Tech Blog

Search PDFs with AI and Python: Part 2

In our previous post we looked at how (and how not) to break down PDF files into usable chunks so we could build a search engine for them. In this article, we continue our journey.

Alex C-G

Nov 1, 2022 • 7 min read

In our previous post we looked at how (and how not) to break down PDF files into usable chunks so we could build a search engine for them.

We also looked at a few footguns you may encounter along the way.

This is what happens when you use a vanilla sentencizer. Apparently there are no GIFs of people shooting themselves in the feet.

Now we’re going to take those chunks and:

Encode them into vector embeddings using the CLIP model.
Store them in an index for easy searching.

Encoding our chunks

By encoding our chunks we convert them into something our model (in this case CLIP) can understand. While many models are uni-modal (i.e. only work with one type of data, like text or image or audio), CLIP is multi-modal, meaning it can embed different data types into the same vector space.

This means we can search image-to-image, text-to-image, image-to-text or text-to-text. Or you could throw audio into there too. I’d rather not right now since:

Typing all those option combinations takes way too long.
The PDFs we’re using (thankfully) don’t contain audio (though I’m sure the PDF spec contains some functionality for that because PDF doesn’t just throw in the kitchen sink but also the machine that builds the kitchen sink).

Of course, if you only plan to search one type of modality (text or images), Jina AI Executor Hub has specific models just for those:

Text: TransformerTorchEncoder, TransformerSentenceEncoder, SpacyTextEncoder
Image: ImageTorchEncoder

Adding the encoder Executor

Previously we built a Flow to:

Extract text chunks and images.
Break down our text chunks into sentences.
Move all text chunks to the same level so things are nice and tidy.
Normalize our images ready for encoding.

Our code looked something like this (including loading PDFs into DocumentArray, etc):

from docarray import DocumentArray
from executors import ChunkSentencizer, ChunkMerger, ImageNormalizer
from jina import Flow

docs = DocumentArray.from_files("data/*.pdf", recursive=True)

flow = (
    Flow()
    .add(uses="jinahub+sandbox://PDFSegmenter", install_requirements=True, name="segmenter")
    .add(uses=ChunkSentencizer, name="chunk_sentencizer")
    .add(uses=ChunkMerger, name="chunk_merger")
    .add(uses=ImageNormalizer, name="image_normalizer")
)

with flow:
  indexed_docs = flow.index(docs)

Now we just need to add our CLIPEncoder.
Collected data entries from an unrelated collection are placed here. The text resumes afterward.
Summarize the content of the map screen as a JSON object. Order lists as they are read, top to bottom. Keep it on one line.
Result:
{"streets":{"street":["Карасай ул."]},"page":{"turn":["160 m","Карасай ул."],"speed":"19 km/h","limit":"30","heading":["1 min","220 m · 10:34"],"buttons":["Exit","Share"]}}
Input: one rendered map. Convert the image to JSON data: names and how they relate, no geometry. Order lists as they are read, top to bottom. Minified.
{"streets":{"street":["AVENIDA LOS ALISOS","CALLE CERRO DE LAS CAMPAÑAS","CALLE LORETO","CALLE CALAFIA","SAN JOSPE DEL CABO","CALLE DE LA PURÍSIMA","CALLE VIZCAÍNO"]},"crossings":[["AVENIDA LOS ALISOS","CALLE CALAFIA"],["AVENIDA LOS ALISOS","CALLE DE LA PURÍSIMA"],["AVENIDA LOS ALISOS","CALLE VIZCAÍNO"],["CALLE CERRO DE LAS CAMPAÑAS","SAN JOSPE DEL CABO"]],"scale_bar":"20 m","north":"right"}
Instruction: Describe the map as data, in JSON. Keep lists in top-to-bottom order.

Again, we can add this Executor straight from Jina Hub, without having to worry about how to integrate the model manually. Let’s do it in a sandbox so we don’t have to worry about using our own compute:

from docarray import DocumentArray
from executors import ChunkSentencizer, ChunkMerger, ImageNormalizer
from jina import Flow

docs = DocumentArray.from_files("data/*.pdf", recursive=True)

flow = (
    Flow()
    .add(uses="jinahub+sandbox://PDFSegmenter", name="segmenter")
    .add(uses=ChunkSentencizer, name="chunk_sentencizer")
    .add(uses=ChunkMerger, name="chunk_merger")
    .add(uses=ImageNormalizer, name="image_normalizer")
    .add(uses="jinahub+sandbox://CLIPEncoder", name="encoder")
)

with flow:
  indexed_docs = flow.index(docs)

So far, so good. Let’s run the Flow, and see some summary info about:

Our top-level Document.
Each chunk-level of our top-level Document (i.e. the images and sentences).

with flow:
    indexed_docs = flow.index(docs, show_progress=True)
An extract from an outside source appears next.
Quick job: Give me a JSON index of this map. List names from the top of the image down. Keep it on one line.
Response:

# See summary of indexed Documents
indexed_docs.sumamry()

# See summary of all the chunks of indexed Documents
indexed_docs[0].chunks.summary()

But if we run this code it’s going to choke:

Errors like encoder/rep-0@113300[E]:UnidentifiedImageError(‘cannot identify image file <_io.BytesIO object at 0x7fdc143e9810>’)
No mention of any embedding in our summaries.

So something somewhere failed.

Why? Because by default, Jina indexes on the Document level, not the chunk level. In our case, the top level PDF is largely meaningless — it’s the chunks (images and sentences) we want to work with. But even worse than that, CLIP is trying to read our PDF as an image (since that’s its default assumption) and choking on it!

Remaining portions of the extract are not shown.